Het opbouwen na de professionele spuitbeurt was een flinke klus. Maar nu kan hij er weer zeker dertig jaar tegen!

De VN-viertonner van Raymond vormt een belangrijk verbindingsmiddel voor de veteranenvereniging Veteranen 1 (NL/BE) VN Transportbataljon. ‘Bij reünies van de vereniging probeer ik zo veel mogelijk veteranen de gelegenheid te geven om een rondje te rijden. Maar ook heb ik met de viertonner twee keer een uitvaart ondersteund. De laatste keer was van een maat van mij, die ook lid was van het Transportbataljon. Ik heb toen de kist naar het crematorium gereden, met zijn zoon naast me. Op zo’n moment komen de kernwaardes van de vereniging terug in mijn viertonner: Verbinden, Herdenken en Zorgen.’

‘Als ik er nu over spreek, word ik weer emotioneel’

‘Tijdens de Nederlandse Veteranendag 2014 liep ik voor het eerst mee in het defilé met het detachement van de vereniging.
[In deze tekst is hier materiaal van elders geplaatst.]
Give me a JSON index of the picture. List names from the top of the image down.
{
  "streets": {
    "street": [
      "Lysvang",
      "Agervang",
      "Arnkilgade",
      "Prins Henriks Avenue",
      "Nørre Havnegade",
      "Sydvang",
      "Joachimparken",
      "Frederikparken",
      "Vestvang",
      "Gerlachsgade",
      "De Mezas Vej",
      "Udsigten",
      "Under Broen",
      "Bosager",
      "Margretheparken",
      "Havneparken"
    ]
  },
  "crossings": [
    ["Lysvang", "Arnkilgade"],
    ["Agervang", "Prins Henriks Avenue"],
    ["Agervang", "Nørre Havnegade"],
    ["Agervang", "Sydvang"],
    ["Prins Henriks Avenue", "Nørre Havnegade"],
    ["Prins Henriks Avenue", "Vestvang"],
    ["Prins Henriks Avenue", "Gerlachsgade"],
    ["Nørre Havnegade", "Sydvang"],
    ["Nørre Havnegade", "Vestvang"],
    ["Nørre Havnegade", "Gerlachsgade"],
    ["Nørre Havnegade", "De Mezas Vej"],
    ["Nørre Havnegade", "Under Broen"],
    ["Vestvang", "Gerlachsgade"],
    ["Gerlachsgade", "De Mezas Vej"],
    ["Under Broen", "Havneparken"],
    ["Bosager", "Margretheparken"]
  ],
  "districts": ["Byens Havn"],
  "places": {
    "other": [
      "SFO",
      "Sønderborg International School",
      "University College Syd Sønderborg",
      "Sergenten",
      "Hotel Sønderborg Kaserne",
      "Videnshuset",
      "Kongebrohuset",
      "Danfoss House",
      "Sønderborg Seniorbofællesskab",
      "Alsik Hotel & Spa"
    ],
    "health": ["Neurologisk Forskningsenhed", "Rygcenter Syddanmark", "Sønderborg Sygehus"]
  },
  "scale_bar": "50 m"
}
Er werd mij op het hart gedrukt om in het midden van het detachement te gaan lopen. Mocht het te veel worden, dan heb je altijd je maten aan beide zijden. In eerste instantie dacht ik: “hoezo te veel?”. Maar het was zó indrukwekkend. Hordes mensen die voor je klappen, de koning die je groet. Toen we terugkeerden op het Malieveld moest ik er echt van bijkomen. Als ik er nu over spreek, word ik weer emotioneel.’

Een trotse Raymond van der Wee met zijn boek over de DAF YA 4440/YA 4442 viertonner. Op de achtergrond zijn eigen ‘tonner’ die zoveel mogelijk in originele UN uitvoering gebracht werd.